*What needs to be done*. Narrow the data below down to the lines containing "currentColor".

*Given entries*.
==*==

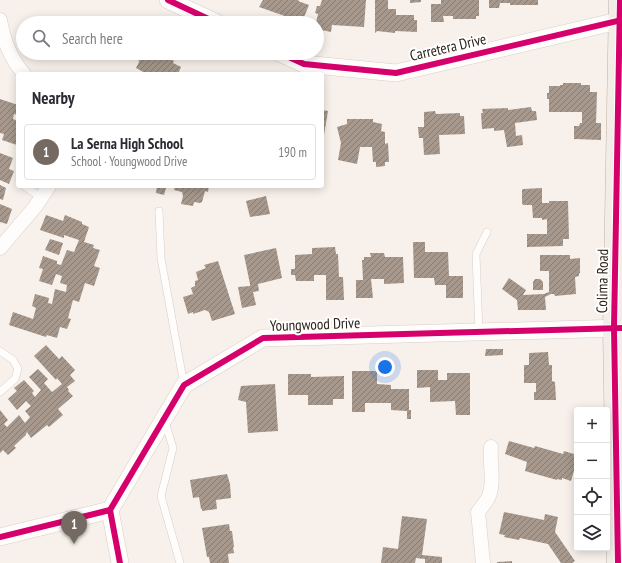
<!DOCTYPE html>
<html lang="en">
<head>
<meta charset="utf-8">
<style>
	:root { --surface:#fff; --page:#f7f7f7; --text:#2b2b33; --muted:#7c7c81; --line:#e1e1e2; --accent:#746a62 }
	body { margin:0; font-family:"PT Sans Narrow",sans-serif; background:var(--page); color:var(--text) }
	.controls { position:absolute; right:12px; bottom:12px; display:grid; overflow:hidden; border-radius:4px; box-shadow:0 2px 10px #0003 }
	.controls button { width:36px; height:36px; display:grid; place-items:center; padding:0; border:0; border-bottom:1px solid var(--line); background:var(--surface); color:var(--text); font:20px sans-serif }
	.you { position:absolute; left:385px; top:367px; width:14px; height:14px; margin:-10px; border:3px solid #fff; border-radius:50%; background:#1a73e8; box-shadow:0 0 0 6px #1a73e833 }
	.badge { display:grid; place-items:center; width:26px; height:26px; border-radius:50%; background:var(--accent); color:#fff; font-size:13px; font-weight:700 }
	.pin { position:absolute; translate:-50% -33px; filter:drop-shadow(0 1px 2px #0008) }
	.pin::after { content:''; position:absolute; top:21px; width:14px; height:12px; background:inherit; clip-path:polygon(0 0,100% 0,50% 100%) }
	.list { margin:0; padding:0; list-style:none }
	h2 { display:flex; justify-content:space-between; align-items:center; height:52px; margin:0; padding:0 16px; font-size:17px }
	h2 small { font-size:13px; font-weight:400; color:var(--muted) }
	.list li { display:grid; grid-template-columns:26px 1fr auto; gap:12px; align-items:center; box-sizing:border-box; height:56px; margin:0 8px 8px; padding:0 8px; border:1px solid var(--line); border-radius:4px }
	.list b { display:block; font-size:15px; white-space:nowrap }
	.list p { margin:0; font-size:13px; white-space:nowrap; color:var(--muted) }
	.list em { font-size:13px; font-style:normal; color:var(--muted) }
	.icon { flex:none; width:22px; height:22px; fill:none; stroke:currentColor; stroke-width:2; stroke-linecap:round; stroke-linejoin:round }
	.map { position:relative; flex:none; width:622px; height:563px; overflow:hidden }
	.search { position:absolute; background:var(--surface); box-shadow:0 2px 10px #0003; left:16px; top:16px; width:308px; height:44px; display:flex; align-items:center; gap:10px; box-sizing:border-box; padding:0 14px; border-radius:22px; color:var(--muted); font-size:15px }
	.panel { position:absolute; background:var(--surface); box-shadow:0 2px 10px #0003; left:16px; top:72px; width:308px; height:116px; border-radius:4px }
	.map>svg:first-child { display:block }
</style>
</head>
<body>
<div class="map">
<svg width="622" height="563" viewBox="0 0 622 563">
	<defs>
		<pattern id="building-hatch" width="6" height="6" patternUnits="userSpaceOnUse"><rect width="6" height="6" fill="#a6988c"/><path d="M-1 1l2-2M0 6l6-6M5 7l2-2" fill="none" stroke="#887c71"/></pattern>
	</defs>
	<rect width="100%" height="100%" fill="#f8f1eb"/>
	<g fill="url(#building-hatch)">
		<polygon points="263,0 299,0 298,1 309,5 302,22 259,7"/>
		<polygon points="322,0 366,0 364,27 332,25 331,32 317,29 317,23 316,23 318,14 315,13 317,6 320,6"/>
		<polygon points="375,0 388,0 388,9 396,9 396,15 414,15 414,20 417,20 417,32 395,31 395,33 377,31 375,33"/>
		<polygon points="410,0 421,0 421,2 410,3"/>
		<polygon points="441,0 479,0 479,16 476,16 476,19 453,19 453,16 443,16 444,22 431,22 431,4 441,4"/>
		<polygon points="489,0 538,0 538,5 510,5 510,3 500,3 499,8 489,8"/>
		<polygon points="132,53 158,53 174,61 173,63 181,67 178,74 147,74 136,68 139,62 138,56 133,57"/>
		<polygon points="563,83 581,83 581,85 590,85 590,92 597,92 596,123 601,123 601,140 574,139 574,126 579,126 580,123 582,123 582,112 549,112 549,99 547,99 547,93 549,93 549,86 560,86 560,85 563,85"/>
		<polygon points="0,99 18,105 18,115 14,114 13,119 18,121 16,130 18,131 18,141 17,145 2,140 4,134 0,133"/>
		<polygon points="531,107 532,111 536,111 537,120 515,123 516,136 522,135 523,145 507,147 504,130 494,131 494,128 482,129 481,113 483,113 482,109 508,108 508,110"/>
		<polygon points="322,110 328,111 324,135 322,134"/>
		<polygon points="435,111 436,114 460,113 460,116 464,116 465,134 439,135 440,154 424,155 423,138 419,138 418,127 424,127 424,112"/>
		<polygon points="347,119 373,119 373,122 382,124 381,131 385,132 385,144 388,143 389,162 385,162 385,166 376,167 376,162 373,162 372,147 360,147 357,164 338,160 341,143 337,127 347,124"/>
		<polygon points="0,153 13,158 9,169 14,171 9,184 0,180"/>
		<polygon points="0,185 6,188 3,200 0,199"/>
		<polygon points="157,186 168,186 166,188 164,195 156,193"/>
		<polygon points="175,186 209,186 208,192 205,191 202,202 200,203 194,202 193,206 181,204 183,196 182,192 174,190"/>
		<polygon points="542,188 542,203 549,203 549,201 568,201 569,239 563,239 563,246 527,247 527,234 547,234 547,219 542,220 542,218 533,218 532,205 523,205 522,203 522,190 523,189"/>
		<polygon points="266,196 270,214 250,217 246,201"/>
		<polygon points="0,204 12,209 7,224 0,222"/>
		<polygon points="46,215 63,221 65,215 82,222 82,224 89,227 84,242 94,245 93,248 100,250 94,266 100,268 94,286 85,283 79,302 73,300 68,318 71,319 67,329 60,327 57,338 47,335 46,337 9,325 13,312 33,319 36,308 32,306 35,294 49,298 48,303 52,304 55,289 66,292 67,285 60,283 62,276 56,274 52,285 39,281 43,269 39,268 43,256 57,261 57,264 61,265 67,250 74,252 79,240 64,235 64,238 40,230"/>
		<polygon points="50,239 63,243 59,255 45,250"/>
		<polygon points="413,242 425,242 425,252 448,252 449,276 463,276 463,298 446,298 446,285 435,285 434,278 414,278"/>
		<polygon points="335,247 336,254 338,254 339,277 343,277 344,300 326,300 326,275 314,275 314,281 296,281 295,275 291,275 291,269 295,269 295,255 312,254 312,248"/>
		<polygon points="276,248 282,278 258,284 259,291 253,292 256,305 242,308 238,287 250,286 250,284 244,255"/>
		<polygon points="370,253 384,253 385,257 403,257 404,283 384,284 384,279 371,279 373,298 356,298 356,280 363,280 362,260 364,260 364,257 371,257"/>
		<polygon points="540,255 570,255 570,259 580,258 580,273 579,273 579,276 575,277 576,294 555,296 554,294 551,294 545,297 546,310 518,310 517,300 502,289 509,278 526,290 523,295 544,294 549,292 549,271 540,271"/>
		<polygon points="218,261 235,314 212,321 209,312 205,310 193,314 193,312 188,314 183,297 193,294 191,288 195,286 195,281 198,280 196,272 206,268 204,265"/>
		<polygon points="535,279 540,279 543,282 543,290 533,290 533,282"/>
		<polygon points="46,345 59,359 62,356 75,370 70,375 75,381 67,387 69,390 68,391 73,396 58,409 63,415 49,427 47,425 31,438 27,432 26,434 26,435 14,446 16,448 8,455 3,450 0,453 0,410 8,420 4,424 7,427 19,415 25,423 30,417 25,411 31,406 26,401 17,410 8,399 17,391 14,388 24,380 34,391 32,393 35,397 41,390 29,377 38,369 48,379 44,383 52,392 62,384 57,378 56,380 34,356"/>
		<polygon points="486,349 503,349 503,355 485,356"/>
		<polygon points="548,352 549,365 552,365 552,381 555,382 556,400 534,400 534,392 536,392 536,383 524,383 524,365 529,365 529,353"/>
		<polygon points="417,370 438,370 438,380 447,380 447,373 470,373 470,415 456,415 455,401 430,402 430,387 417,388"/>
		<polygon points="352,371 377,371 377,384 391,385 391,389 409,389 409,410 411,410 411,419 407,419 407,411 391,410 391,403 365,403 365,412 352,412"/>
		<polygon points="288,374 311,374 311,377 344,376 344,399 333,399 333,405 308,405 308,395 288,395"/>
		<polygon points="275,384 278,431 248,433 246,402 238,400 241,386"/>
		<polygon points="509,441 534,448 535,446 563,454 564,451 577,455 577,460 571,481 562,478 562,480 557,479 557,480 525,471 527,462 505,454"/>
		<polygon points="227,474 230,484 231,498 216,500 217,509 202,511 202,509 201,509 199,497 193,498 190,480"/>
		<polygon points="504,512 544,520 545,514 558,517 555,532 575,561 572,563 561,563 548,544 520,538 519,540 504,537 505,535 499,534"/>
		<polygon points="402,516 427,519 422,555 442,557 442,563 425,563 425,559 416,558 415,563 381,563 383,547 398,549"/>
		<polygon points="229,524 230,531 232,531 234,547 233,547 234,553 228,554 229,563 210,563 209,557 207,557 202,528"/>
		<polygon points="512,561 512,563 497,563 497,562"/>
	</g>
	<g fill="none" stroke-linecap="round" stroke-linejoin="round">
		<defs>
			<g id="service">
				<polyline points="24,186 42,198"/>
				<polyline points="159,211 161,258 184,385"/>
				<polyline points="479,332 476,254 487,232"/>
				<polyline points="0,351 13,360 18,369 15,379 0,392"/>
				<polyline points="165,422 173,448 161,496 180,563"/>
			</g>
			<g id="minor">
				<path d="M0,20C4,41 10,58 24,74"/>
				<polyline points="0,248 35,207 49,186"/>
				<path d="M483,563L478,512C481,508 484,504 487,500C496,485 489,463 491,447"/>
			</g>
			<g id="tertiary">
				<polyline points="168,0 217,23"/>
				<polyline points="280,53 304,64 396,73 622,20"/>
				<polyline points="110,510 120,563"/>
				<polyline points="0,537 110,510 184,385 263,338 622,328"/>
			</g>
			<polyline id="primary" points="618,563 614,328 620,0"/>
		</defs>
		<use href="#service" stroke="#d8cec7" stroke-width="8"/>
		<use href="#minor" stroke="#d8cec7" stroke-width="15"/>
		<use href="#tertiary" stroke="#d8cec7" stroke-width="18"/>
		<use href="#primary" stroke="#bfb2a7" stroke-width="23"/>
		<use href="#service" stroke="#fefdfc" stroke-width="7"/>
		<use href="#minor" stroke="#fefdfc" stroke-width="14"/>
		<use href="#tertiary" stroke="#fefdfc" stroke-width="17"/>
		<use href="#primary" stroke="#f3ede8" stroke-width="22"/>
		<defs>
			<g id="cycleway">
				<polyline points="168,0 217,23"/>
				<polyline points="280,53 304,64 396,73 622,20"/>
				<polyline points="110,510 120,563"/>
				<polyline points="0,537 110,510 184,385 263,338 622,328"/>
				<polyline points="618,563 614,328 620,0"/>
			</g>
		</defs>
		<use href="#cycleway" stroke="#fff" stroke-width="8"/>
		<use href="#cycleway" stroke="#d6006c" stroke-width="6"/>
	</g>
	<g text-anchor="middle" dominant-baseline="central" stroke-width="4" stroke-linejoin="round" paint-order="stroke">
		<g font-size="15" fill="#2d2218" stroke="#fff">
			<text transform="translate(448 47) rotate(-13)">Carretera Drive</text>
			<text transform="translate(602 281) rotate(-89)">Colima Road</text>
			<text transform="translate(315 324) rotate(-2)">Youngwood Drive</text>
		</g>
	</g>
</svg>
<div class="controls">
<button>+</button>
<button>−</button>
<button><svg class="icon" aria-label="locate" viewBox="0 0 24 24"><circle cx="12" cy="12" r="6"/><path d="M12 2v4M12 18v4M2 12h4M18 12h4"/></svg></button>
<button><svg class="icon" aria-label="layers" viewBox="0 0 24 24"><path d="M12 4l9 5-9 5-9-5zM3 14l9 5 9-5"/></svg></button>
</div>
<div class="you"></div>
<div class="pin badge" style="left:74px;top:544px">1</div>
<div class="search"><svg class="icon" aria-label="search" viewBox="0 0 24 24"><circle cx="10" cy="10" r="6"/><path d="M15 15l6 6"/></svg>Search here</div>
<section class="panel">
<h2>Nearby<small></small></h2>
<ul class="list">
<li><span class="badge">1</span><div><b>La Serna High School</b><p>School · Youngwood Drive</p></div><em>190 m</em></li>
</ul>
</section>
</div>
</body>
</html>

==*==

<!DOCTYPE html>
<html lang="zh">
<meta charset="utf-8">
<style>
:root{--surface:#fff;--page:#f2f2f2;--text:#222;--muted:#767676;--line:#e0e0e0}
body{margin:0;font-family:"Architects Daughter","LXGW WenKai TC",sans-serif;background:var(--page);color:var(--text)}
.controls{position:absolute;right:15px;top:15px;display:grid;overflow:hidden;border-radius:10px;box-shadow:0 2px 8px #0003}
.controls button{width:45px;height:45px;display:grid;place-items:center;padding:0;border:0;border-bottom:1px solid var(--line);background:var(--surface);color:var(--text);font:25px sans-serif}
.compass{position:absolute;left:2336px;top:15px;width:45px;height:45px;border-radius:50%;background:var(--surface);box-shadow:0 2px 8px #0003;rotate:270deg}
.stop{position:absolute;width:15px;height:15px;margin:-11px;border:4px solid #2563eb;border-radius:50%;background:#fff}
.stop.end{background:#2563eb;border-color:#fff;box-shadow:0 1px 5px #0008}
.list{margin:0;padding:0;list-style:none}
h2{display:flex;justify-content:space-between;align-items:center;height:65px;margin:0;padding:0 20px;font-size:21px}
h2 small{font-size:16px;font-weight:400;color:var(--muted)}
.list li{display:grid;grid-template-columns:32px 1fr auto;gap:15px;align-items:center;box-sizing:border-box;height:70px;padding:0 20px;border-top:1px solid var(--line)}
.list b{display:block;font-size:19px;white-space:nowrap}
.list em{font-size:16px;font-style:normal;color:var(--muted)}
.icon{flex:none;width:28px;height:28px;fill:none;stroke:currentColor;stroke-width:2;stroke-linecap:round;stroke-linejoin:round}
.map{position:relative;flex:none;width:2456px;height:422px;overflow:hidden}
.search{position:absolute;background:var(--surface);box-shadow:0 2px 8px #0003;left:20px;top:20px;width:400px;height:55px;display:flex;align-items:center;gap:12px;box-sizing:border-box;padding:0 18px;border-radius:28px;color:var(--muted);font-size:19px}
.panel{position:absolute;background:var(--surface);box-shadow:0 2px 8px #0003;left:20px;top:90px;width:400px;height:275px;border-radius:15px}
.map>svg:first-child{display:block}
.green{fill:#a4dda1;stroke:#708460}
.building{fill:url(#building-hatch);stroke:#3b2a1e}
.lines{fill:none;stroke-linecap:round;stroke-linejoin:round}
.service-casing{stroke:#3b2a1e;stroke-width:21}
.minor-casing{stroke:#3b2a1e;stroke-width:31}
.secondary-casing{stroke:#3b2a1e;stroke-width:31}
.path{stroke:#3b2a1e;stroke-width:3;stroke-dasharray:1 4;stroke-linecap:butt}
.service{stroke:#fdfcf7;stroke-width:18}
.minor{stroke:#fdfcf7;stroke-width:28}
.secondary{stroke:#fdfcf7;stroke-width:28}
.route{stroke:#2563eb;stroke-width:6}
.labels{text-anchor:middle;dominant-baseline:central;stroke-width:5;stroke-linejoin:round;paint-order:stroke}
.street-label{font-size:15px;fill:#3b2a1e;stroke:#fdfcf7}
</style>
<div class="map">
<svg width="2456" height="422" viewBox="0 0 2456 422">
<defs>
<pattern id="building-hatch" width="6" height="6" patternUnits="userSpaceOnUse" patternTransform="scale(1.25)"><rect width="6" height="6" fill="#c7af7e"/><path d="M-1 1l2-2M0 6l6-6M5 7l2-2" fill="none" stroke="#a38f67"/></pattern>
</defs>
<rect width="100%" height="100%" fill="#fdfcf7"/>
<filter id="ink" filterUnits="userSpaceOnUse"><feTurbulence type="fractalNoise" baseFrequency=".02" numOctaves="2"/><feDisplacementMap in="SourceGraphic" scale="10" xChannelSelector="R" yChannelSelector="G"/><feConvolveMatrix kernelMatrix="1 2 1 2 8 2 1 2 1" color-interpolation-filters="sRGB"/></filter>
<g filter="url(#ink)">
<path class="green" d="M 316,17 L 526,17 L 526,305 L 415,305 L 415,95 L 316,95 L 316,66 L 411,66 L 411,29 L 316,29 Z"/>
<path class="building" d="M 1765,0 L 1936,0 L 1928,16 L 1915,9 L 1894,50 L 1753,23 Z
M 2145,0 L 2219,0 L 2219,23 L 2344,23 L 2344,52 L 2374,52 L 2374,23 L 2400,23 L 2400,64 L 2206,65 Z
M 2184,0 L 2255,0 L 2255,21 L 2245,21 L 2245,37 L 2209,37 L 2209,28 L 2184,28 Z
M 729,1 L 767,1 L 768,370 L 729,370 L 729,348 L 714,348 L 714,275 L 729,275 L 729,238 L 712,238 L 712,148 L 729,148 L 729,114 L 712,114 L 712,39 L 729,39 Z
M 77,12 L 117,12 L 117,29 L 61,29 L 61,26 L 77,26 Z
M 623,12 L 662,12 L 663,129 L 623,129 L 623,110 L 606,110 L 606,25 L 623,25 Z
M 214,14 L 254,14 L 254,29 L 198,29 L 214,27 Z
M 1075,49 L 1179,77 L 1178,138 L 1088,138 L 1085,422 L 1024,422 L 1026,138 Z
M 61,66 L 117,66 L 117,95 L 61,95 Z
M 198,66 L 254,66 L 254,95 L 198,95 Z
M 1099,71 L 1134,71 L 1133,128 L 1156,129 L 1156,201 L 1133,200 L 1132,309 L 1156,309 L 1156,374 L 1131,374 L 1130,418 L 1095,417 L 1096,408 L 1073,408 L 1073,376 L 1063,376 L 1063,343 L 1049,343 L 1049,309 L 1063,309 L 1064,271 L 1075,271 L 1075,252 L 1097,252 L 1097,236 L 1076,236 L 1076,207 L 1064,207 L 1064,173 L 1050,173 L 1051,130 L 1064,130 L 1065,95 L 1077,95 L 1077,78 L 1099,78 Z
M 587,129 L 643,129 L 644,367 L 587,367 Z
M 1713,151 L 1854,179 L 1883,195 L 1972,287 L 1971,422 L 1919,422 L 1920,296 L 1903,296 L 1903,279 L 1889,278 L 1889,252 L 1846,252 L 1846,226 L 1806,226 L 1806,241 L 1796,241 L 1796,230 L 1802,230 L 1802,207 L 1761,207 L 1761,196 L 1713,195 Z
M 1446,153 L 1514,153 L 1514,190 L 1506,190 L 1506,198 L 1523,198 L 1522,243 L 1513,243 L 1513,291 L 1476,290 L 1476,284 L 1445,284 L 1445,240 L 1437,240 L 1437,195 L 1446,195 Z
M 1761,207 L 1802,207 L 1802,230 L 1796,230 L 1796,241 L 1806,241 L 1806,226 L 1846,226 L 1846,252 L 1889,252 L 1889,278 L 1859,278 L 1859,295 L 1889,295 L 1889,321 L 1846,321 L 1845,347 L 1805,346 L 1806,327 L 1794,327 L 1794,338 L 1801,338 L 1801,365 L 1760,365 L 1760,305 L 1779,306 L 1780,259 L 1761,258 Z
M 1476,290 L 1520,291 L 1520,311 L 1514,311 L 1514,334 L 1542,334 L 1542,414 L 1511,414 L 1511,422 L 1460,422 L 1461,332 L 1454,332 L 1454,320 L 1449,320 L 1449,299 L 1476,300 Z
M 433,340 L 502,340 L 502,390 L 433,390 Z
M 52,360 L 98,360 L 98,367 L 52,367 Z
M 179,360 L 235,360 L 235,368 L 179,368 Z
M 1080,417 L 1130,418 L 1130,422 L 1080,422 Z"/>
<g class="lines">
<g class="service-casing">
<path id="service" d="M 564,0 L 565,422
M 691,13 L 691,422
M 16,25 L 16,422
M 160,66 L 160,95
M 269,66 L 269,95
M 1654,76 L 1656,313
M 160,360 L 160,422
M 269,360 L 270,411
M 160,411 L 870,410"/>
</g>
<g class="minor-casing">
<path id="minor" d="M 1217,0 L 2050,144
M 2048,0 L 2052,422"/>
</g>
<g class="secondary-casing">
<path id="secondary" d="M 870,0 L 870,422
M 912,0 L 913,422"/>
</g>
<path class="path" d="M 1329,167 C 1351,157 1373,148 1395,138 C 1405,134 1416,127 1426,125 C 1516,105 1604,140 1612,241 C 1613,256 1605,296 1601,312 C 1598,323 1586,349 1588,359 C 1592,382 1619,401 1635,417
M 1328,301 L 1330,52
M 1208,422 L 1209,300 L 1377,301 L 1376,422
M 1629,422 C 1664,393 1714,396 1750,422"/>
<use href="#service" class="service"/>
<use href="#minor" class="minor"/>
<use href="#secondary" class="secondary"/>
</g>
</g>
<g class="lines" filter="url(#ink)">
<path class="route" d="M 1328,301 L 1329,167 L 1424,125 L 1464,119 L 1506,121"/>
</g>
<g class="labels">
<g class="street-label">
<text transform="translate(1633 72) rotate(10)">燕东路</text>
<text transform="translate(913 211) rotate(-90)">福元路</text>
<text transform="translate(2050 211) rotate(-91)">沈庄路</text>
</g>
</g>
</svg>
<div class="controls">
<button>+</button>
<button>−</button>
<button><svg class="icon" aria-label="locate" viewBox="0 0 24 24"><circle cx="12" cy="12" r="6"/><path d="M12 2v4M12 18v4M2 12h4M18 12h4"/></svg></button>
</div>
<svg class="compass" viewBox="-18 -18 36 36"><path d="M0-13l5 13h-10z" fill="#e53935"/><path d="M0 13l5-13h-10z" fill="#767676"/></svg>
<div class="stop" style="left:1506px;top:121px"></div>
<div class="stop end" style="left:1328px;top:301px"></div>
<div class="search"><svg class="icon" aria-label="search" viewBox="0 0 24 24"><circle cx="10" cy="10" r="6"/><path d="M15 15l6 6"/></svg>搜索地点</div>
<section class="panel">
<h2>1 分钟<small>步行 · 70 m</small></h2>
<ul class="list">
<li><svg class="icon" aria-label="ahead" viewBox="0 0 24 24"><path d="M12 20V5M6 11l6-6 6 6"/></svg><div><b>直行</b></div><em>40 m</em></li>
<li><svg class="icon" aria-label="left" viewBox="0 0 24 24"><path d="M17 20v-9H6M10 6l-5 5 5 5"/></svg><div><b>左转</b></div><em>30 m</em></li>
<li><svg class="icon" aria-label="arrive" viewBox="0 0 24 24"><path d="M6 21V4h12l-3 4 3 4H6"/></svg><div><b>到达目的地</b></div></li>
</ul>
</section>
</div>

==*==

*Answer to this problem*.
	.icon { flex:none; width:22px; height:22px; fill:none; stroke:currentColor; stroke-width:2; stroke-linecap:round; stroke-linejoin:round }
.icon{flex:none;width:28px;height:28px;fill:none;stroke:currentColor;stroke-width:2;stroke-linecap:round;stroke-linejoin:round}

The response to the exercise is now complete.